Since then, life has steadily improved at the Proact.
Chesterfield were the best team in the division for Sheridan’s first 15 games in charge, the threat of relegation dissipated and they briefly flirted with the top half of the table, before finishing 15th.
The manager didn’t change a great deal, introducing just three new signings to the starting XI, but something he did worked wonders.
Evans points to renewed confidence and a new-found defensive solidity as the platform upon which the resurgence was built.
“To be honest, we didn’t really work on a lot,” he said.
“I think we just went back to basics in a way, changed the formation slightly. When we were conceding goals before, I felt as a defender like we were very open and as soon as we lost the ball we were getting broken on, then scrambling for clearances or going 1-0 down.
“Now it felt like we’ve got this back three and the one in front, there’s four who will be sitting and holding and we’ll be solid first and foremost.
“We were in a bad situation, a few points adrift in the relegation zone so we had to keep the goals out before we could push on to get goals.
“It just needed a little bit of belief that we can go on and win games. Ever since the gaffer has come in, we’ve had that.
“We haven’t played that well, sometimes, but we’ve been able to manage to win the games.
“It’s just confidence really and maybe a new voice is what the lads needed.
“When you’ve got the same voice telling you the same thing, it can be a bit draining, here we go again sort of thing.
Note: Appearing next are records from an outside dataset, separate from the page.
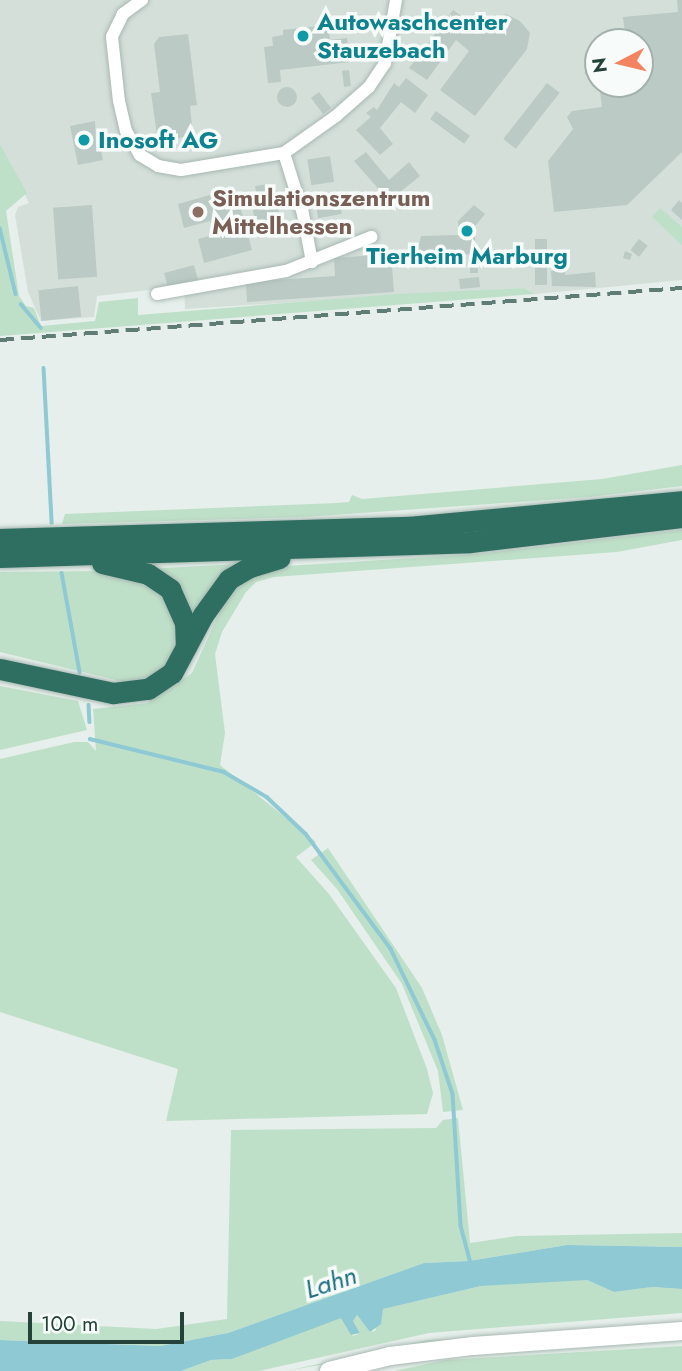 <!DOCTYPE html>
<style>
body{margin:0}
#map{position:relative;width:682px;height:1371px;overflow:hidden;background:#e6efeb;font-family:Jost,sans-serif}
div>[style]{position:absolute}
.built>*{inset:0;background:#d4dfda}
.green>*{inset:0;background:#bfe0c8}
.water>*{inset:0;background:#8ec9d4}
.stream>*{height:3.5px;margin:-1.75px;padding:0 1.75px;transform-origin:1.75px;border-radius:1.75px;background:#8ec9d4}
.building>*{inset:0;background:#bbcac4;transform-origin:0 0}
.round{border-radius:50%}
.roads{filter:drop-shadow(0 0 2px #a8b8b2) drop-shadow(0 0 2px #a8b8b2)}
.street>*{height:12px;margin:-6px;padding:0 6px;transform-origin:6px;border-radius:6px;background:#fff}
.secondary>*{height:18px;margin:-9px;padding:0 9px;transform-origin:9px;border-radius:9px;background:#fff}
.highway>*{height:21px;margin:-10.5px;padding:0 10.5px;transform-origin:10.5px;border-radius:10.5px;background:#2f6f62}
.rail>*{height:3.5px;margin-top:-1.75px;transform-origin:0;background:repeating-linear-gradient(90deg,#5f7d75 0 14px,transparent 0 21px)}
.dots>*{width:19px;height:19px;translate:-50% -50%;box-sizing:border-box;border:4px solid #f7fbf9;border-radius:50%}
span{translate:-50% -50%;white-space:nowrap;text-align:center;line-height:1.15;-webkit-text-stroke:7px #f7fbf9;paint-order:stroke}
.culture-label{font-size:24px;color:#0d838f;font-weight:700}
.left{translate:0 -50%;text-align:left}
.education-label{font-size:24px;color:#785e54;font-weight:700}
.water-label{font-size:26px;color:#1c6f80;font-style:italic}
.north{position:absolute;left:584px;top:28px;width:70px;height:70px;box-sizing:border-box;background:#f7fbf9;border:2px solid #a3b1ad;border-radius:50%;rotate:263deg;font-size:19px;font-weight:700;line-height:28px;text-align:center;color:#24423a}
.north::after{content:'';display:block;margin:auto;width:24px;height:32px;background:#f4845f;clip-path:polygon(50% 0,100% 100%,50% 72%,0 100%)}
.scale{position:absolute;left:28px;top:1312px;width:156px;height:32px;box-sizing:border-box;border:4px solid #24423a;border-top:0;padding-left:9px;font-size:21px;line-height:24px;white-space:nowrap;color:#24423a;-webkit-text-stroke:5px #f7fbf9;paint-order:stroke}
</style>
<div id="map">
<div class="built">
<i style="clip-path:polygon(evenodd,0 0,682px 0,682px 280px,535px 294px,524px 288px,185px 309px,184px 286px,97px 296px,94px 317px,41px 321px,28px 292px,15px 215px,18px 207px,29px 203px,0 144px,0 0,598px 42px,640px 42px,640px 84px,598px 84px,598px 42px)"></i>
</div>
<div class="green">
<i style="clip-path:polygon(0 144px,27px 193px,6px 211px,19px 296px,26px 306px,34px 308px,41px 326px,95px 321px,99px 302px,138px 298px,138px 315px,396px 294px,524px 288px,535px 294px,0 336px)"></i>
<i style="clip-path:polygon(660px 208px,682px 227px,682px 245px,652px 217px)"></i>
<i style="clip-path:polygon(682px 465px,682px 486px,590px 497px,304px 517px,62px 524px,65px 514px,337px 503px,349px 502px,352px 495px,362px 499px,602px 479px)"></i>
<i style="clip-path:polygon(682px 530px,682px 540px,617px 552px,274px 577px,256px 582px,246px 592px,222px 632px,215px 654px,225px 733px,220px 765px,316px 842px,296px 857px,329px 894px,396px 988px,427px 1069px,433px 1093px,427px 1114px,166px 1121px,178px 1069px,0 1012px,0 759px,74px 742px,88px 742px,96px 751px,93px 709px,147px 703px,192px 673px,231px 587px,271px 567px,478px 554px)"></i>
<i style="clip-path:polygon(239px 564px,192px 631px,145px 569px)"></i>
<i style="clip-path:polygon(97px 571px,157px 587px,175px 616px,174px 655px,168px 665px,146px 681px,124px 682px,0 652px,0 572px)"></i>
<i style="clip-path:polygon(0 686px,78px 701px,87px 730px,0 750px)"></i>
<i style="clip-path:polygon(328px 848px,422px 988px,442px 1035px,463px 1110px,443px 1112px,438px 1071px,402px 984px,337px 889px,311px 860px)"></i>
<i style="clip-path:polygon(458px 1118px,470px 1243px,516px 1236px,682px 1233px,682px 1247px,567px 1245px,469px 1261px,424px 1263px,228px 1333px,160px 1346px,0 1340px,0 1321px,156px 1329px,227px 1319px,231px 1130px,436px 1128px,443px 1120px)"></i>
<i style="clip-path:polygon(549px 1280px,587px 1280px,614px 1292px,651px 1287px,682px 1289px,682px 1313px,429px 1333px,259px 1371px,181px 1371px,211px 1360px,232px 1359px,341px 1317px,353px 1336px,360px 1333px,353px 1321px,357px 1315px,370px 1332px,375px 1331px,382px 1309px,481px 1286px)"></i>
<i style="clip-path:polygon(452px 1339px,455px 1341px,286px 1371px,428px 1340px)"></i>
<i style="clip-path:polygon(682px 1346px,682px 1371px,394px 1371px,445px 1360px)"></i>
</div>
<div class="water">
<i style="clip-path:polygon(567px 1245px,682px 1247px,682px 1289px,652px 1287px,614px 1292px,587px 1280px,481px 1286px,383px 1309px,381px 1324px,370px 1332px,357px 1315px,353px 1321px,360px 1333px,351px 1335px,341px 1318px,232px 1359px,211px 1360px,181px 1371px,0 1371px,0 1340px,160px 1346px,228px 1333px,424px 1263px,469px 1261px)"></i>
</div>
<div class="stream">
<i style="left:0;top:228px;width:68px;rotate:76.4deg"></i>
<i style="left:21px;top:304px;width:31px;rotate:50deg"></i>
<i style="left:44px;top:368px;width:155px;rotate:87deg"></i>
<i style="left:62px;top:573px;width:101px;rotate:79.7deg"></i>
<i style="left:89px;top:705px;width:17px;rotate:87deg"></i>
<i style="left:90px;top:739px;width:138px;rotate:13.8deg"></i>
<i style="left:224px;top:772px;width:50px;rotate:30.2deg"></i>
<i style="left:267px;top:797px;width:54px;rotate:43.5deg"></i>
<i style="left:306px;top:834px;width:143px;rotate:53.5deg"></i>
<i style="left:391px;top:949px;width:101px;rotate:64.2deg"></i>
<i style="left:435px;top:1040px;width:57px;rotate:71.6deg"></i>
<i style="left:453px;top:1094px;width:132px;rotate:86.5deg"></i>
<i style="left:461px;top:1226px;width:39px;rotate:75deg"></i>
</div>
<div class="building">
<i style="clip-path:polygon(677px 0,682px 0,682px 152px,627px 205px,554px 212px,548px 161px,573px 129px,567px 117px,572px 111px,602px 107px,599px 84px,640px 84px,640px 42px,626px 42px,623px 17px,678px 12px)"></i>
<i style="clip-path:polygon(453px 10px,484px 32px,492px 21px,506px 14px,520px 21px,530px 33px,527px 49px,475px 116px,440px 90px,469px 51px,456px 40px,427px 80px,409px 68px)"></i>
<i style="clip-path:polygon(328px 25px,330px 40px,347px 38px,350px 62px,280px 70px,281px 82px,268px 83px,264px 47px,273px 46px,272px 37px,283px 35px,283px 30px)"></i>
<i style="clip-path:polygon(188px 34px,197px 105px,190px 106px,193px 136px,163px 140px,157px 135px,151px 93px,160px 92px,154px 44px,159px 37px)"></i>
<i style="clip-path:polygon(596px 58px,598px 59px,598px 83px,584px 73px)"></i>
<i style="left:349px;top:70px;width:16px;height:7px;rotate:83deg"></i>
<i style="clip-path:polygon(406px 78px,428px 95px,415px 113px,401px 102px,380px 128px,393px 144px,380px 155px,356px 130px,371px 117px,366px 113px,374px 107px,377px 110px,394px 83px,399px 87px)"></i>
<i style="left:547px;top:83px;width:16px;height:71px;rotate:38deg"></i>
<i class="round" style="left:277px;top:87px;width:20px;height:20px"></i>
<i style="left:319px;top:92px;width:20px;height:10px;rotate:53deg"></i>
<i style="left:436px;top:111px;width:42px;height:10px;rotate:36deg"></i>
<i style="clip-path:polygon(95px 121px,96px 147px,100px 146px,103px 160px,78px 165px,70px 126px)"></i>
<i style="clip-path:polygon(366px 152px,389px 180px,409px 162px,420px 176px,389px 201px,354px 161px)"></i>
<i style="left:330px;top:156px;width:26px;height:23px;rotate:81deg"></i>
<i style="clip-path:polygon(268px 184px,269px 190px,275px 189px,281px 224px,256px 228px,250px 193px,256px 192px,255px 186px)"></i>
<i style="clip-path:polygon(235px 188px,252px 250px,204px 263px,198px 239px,213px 235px,210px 221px,184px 228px,178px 204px)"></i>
<i style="left:338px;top:194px;width:20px;height:24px;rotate:79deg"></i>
<i style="clip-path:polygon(679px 200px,682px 203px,682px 220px,671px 210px)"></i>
<i style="left:92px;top:205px;width:72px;height:39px;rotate:86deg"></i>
<i style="clip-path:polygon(474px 205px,485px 214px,475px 226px,475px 254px,416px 257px,421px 236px,459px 235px,458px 221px)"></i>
<i style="left:547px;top:239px;width:46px;height:12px;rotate:90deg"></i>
<i style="left:639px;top:239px;width:11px;height:14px;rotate:38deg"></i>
<i style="clip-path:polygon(625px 251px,632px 254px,630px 260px,623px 258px)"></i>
<i style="clip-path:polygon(391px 254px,394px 292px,247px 302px,246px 282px,335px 276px,334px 258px)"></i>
<i style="left:470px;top:260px;width:8px;height:13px"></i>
<i style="clip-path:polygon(194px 265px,199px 284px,168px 287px,164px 273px)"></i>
<i style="clip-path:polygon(565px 270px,565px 275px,595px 272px,596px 287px,552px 286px,551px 271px)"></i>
<i style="left:479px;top:277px;width:10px;height:20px;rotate:84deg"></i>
<i style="left:78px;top:286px;width:31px;height:40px;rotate:84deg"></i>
</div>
<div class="roads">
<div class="street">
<i style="left:142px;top:0;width:24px;rotate:144deg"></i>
<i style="left:123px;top:14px;width:25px;rotate:116deg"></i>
<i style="left:112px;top:37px;width:64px;rotate:83.8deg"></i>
<i style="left:119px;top:101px;width:31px;rotate:77deg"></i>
<i style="left:126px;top:131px;width:28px;rotate:60deg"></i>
<i style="left:140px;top:155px;width:21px;rotate:31deg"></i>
<i style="left:158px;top:166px;width:23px;rotate:10deg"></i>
<i style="left:181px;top:170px;width:104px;rotate:-9.4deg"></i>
<i style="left:284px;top:153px;width:64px;rotate:-35.4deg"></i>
<i style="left:336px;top:116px;width:44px;rotate:-41.3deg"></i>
<i style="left:369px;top:87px;width:29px;rotate:-56deg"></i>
<i style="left:385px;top:63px;width:64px;rotate:-80.1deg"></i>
<i style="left:284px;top:153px;width:64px;rotate:72.7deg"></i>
<i style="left:303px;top:214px;width:49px;rotate:79.4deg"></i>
<i style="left:157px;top:294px;width:131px;rotate:-10.1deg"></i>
<i style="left:286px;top:271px;width:92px;rotate:-21.8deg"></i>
</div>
<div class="secondary">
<i style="left:329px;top:1371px;width:63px;rotate:-13.8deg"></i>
<i style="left:390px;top:1356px;width:84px;rotate:-6.9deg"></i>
<i style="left:473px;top:1346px;width:210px;rotate:-4.1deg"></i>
</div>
<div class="highway">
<i style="left:0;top:539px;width:408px;rotate:-1.7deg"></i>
<i style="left:408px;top:527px;width:275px;rotate:-5.4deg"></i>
<i style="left:0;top:557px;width:470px;rotate:-1.8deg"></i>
<i style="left:470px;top:542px;width:213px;rotate:-6.7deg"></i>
<i style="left:102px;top:563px;width:47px;rotate:13.4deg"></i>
<i style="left:148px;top:574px;width:27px;rotate:34deg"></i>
<i style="left:170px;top:589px;width:36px;rotate:66deg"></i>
<i style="left:185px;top:622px;width:25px;rotate:88deg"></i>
<i style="left:0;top:669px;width:116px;rotate:12deg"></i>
<i style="left:113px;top:693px;width:35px;rotate:-7deg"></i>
<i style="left:148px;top:689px;width:29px;rotate:-34deg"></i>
<i style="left:172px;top:673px;width:66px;rotate:-61.9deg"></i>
<i style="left:203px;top:615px;width:44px;rotate:-54.2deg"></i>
<i style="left:229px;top:579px;width:24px;rotate:-30deg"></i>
<i style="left:250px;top:567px;width:31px;rotate:-17deg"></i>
</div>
</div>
<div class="rail">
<i style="left:0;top:340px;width:684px;rotate:-4.36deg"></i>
</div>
<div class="dots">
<i style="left:303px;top:36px;background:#0f9aa8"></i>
<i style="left:84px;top:140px;background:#0f9aa8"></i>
<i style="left:198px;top:212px;background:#8d6e63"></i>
<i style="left:467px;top:231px;background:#0f9aa8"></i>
</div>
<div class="culture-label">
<span class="left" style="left:317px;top:36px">Autowaschcenter<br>Stauzebach</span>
<span class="left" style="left:98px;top:140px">Inosoft AG</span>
<span style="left:467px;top:256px">Tierheim Marburg</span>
</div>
<div class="education-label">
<span class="left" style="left:212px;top:212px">Simulationszentrum<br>Mittelhessen</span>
</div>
<div class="water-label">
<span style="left:331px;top:1283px;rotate:-18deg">Lahn</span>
</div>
<div class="north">N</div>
<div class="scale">100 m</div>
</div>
“A new voice can change things.”
Sheridan has said the players who are here for next season, Evans included, should put this season out of their minds and focus on achieving something in the 2019/20 campaign.
He’s making no bones about the club’s aim – the title.
It’s music to Evans’ ears.
“I came here to be successful. There’s no better feeling than winning any league. I won the Conference South and people can say whatever about that division, but it’s still a massive positive to win any league. The feeling you get is unbelievable.
“He took a leap coming here, the gaffer, dropped down from the top of League Two to the bottom of the National League.
“He’s obviously come for a reason as well and hopefully we can be successful.”
The fans who voted for Evans did so not because of his Ebbsfleet heroics but because they agree with Sheridan that he’s been Town’s most consistent performer.
With his first season playing in front of the Spireites in the books, Evans hopes even more of them will turn out each week during his second season.
“We need them to push on,” he said. “We hope they respect us, they know we want to fight for this club, we want to do well and get this club back to where it belongs. I’ve never played here before as a player, never actually been here and I turned up and thought wow, this is an incredible place, incredible stadium.
“We’re getting 4,500 fans, at least, every week, even in the situation we’ve been in, which can only be a positive.
“Hopefully if we get a good start next season, we can maybe break the 5,000 barrier and keep pushing.”